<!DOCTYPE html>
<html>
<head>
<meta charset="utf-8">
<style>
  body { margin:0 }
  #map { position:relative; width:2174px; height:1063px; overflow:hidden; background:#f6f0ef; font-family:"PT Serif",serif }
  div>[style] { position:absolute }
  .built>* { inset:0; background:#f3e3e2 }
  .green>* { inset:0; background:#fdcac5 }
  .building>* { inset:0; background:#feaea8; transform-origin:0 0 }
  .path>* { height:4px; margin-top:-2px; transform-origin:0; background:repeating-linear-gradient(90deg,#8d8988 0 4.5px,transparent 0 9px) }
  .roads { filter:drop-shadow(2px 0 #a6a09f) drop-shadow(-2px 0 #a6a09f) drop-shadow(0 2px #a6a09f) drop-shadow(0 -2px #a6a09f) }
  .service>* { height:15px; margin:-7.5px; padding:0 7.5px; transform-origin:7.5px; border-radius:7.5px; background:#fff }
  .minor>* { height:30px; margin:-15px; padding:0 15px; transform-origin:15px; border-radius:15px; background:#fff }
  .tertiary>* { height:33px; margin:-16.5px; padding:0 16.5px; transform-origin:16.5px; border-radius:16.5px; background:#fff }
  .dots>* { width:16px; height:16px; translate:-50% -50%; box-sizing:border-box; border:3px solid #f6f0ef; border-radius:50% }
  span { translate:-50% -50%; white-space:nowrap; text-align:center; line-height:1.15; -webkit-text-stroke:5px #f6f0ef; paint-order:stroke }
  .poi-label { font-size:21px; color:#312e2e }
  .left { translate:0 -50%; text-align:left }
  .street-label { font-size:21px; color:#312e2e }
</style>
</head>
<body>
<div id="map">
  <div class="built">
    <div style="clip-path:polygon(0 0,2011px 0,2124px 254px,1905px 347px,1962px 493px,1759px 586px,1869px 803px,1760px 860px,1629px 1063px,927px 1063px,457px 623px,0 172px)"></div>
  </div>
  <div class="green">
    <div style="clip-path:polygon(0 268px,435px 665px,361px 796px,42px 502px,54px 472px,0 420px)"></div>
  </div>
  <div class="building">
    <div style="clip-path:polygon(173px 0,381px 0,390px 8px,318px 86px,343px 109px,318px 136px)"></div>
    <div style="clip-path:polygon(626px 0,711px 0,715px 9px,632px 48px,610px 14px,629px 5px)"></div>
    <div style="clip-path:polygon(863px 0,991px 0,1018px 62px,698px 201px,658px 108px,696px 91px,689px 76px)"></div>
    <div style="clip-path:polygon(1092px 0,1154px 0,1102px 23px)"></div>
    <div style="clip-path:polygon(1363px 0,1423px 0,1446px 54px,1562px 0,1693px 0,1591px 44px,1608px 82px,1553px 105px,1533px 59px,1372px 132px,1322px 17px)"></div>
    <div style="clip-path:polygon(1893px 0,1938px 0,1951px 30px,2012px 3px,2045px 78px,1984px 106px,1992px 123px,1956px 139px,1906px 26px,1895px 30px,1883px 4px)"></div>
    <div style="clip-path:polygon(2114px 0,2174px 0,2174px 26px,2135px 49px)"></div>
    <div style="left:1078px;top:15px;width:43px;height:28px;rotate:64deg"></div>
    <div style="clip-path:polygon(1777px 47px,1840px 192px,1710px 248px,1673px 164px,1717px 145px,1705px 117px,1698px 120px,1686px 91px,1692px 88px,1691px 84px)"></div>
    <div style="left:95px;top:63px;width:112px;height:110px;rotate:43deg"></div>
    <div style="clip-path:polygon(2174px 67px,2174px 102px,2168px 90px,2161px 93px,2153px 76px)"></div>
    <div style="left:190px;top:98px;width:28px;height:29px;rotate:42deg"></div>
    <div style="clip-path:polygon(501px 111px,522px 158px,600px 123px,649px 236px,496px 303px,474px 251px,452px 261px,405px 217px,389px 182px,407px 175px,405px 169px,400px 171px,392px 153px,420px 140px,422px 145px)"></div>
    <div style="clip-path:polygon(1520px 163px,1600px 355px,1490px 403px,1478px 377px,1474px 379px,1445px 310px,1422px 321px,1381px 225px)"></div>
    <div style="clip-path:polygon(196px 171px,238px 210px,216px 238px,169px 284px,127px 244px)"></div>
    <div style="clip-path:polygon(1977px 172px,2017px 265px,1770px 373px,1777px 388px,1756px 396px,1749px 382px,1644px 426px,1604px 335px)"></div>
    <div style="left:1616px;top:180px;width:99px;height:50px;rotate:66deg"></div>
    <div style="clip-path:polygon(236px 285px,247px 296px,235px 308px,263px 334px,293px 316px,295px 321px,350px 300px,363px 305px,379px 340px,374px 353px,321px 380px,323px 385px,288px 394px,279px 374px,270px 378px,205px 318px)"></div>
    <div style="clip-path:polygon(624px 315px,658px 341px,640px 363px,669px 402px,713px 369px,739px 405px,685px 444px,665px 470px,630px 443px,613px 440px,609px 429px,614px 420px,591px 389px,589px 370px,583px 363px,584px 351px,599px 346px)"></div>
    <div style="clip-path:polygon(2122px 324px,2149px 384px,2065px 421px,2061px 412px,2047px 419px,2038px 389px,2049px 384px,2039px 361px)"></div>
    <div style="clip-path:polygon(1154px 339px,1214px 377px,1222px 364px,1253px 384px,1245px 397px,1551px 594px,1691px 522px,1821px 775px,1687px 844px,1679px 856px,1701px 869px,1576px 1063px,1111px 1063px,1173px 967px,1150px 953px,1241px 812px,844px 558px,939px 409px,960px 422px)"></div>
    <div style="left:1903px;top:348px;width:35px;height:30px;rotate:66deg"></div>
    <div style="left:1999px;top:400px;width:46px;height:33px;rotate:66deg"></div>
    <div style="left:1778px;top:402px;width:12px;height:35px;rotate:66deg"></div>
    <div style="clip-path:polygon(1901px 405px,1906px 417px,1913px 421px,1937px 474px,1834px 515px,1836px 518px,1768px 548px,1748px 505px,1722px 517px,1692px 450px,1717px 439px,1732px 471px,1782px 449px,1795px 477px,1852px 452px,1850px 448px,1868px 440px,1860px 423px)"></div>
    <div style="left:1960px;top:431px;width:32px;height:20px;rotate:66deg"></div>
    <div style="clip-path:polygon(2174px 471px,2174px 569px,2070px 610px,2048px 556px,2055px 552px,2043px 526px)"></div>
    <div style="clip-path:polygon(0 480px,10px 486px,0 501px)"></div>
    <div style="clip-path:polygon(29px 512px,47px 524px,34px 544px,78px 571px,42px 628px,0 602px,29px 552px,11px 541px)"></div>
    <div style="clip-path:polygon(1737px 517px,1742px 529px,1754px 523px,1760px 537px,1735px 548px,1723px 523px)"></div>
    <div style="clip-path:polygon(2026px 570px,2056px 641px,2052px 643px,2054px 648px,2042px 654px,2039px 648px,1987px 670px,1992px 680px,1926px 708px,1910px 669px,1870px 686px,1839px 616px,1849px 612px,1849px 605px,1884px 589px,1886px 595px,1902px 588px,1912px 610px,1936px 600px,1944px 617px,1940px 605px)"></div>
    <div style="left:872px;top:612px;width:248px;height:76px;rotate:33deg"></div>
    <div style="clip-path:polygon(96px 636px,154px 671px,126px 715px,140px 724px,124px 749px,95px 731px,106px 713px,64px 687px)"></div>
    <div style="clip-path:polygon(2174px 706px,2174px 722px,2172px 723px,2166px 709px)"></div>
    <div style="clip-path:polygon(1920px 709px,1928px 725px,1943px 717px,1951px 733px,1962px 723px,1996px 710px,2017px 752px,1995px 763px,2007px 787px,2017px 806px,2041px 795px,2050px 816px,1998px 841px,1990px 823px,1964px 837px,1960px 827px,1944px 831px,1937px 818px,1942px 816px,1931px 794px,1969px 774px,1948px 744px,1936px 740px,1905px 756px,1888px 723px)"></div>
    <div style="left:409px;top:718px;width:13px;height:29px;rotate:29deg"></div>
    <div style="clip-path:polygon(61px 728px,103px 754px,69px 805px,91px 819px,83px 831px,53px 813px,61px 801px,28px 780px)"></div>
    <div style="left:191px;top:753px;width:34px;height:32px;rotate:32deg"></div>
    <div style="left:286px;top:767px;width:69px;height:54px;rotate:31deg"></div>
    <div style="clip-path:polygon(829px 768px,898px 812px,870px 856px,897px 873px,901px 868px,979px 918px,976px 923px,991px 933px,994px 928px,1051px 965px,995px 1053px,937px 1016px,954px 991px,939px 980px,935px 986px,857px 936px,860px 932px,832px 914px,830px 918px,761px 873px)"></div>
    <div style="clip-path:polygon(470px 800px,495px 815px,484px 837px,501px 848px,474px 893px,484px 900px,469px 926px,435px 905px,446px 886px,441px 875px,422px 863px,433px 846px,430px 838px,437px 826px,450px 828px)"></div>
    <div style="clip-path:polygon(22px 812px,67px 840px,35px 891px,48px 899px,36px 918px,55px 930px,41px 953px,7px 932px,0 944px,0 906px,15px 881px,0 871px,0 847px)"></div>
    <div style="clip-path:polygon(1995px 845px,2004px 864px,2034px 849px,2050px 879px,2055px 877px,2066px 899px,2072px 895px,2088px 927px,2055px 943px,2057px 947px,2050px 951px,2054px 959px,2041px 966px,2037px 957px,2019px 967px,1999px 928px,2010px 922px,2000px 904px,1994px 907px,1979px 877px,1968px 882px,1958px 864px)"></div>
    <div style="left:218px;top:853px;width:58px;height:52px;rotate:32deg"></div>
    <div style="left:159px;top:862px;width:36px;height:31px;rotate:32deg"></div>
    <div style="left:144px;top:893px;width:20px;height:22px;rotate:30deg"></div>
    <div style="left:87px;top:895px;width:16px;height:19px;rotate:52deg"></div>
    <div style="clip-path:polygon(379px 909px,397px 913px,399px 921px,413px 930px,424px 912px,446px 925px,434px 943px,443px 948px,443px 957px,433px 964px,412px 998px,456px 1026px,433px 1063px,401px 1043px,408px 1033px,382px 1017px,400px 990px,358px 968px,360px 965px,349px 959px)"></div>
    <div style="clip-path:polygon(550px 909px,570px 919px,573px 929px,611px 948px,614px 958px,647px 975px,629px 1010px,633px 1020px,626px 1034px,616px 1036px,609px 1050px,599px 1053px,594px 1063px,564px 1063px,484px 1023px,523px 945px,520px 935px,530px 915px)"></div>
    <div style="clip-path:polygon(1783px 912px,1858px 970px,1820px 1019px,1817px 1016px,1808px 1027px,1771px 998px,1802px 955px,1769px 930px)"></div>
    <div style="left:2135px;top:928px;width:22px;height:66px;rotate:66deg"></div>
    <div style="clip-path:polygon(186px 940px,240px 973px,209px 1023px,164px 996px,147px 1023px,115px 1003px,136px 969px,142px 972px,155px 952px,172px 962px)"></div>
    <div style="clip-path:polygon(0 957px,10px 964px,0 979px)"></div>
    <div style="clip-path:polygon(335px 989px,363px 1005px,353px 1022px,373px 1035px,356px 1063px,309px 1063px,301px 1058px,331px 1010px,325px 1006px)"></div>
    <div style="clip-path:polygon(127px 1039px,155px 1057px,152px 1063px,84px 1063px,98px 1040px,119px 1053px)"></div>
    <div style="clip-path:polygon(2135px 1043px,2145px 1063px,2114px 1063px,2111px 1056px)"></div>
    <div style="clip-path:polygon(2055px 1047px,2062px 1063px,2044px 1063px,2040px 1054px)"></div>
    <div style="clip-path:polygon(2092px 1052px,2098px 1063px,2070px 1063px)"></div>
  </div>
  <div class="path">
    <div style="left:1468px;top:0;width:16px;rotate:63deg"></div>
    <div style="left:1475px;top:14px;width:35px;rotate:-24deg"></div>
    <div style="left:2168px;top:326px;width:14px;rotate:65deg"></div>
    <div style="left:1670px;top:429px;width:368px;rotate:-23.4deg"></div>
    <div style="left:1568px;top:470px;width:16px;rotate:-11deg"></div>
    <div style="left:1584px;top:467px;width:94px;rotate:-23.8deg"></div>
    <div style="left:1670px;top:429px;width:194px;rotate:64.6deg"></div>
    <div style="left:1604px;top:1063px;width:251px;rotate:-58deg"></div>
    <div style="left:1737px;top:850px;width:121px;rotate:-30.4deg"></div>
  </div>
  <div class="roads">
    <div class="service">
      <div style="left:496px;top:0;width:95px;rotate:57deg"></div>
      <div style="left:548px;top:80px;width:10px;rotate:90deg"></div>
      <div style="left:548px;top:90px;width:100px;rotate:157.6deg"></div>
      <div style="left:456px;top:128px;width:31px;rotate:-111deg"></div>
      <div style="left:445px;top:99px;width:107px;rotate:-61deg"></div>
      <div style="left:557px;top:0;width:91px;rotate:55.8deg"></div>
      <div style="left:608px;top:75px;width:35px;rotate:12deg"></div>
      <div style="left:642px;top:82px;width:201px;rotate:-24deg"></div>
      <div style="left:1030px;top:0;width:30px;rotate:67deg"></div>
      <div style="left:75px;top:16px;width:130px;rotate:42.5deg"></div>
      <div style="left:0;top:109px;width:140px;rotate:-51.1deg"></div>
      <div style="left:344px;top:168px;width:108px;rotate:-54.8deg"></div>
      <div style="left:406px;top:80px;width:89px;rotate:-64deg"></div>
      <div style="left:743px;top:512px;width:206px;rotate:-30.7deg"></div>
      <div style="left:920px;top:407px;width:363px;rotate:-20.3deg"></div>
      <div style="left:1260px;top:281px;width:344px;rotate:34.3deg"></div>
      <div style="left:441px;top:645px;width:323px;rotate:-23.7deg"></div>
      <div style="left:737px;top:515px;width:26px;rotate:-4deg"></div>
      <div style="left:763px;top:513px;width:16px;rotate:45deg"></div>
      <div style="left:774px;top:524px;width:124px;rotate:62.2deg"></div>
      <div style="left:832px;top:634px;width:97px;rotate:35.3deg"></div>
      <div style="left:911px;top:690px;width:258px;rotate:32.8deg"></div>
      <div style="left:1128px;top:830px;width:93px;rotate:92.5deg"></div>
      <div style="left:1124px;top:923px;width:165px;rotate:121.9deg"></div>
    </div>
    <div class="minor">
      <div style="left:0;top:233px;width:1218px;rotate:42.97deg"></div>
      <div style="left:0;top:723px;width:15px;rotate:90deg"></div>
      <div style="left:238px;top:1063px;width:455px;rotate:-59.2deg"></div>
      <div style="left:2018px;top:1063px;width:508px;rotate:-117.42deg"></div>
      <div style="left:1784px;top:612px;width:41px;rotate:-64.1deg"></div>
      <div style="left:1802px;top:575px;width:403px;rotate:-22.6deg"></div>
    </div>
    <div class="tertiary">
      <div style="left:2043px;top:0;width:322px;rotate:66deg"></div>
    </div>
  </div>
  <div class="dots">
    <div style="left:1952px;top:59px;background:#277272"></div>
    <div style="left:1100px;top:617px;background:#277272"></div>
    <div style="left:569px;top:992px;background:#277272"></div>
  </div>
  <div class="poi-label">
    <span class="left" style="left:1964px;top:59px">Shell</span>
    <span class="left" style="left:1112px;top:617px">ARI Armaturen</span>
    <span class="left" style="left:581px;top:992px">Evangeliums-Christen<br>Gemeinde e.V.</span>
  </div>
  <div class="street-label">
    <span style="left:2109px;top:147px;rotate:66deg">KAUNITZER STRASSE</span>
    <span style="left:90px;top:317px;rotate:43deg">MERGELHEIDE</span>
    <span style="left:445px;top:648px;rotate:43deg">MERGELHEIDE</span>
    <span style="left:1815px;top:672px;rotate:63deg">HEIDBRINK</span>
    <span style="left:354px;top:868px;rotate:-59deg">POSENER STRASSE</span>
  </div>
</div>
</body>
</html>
________________
**WHAT IS NEEDED**
What lines in the data above carry "roads"? Return them all.

**TASK ANSWER**
  .roads { filter:drop-shadow(2px 0 #a6a09f) drop-shadow(-2px 0 #a6a09f) drop-shadow(0 2px #a6a09f) drop-shadow(0 -2px #a6a09f) }
  <div class="roads">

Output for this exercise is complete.